Return every line from the records below with the string "street".

= Stored data entries =

--- START ---

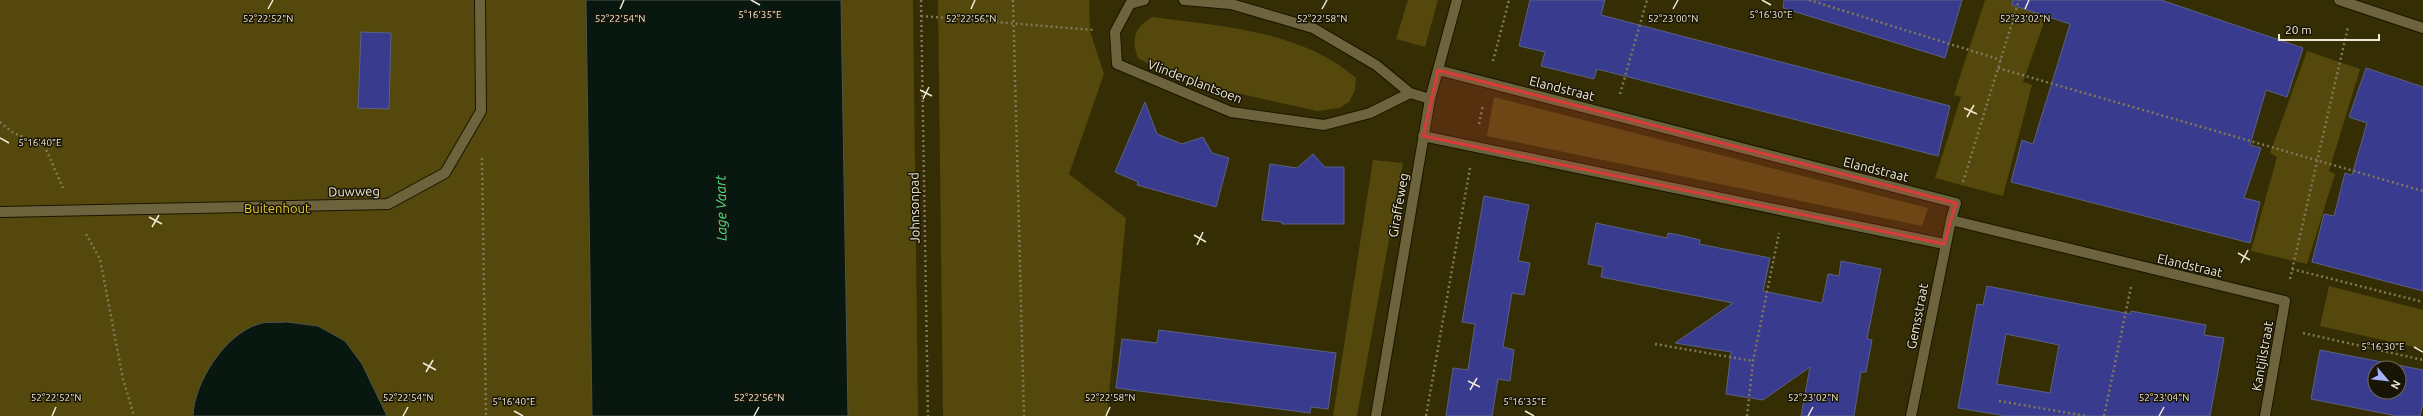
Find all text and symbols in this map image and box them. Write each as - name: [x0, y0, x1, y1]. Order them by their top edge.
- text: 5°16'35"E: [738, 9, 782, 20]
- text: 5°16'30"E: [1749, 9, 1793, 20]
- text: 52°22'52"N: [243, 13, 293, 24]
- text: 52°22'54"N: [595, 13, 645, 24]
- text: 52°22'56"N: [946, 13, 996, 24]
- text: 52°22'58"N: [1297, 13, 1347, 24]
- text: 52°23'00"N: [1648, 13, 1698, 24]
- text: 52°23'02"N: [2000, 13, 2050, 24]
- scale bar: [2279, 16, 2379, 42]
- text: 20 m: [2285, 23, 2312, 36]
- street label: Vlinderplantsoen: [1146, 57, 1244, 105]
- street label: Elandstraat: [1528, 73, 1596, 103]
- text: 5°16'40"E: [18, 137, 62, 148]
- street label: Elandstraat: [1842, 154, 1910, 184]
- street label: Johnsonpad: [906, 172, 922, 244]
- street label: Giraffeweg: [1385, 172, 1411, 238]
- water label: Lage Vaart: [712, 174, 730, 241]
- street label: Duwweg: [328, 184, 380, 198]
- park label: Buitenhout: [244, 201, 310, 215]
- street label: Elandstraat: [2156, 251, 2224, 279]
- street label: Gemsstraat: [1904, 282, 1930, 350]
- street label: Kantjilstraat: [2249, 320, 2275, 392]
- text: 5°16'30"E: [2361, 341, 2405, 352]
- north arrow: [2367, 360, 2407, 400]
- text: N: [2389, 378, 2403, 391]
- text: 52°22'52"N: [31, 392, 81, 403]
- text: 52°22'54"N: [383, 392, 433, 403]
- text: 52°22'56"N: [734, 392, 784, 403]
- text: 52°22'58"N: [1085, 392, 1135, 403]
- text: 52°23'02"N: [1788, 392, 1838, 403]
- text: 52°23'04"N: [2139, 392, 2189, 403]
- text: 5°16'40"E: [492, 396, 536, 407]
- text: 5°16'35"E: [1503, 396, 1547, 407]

--- END ---

= Answer for the task =
- street label: Vlinderplantsoen: [1146, 57, 1244, 105]
- street label: Elandstraat: [1528, 73, 1596, 103]
- street label: Elandstraat: [1842, 154, 1910, 184]
- street label: Johnsonpad: [906, 172, 922, 244]
- street label: Giraffeweg: [1385, 172, 1411, 238]
- street label: Duwweg: [328, 184, 380, 198]
- street label: Elandstraat: [2156, 251, 2224, 279]
- street label: Gemsstraat: [1904, 282, 1930, 350]
- street label: Kantjilstraat: [2249, 320, 2275, 392]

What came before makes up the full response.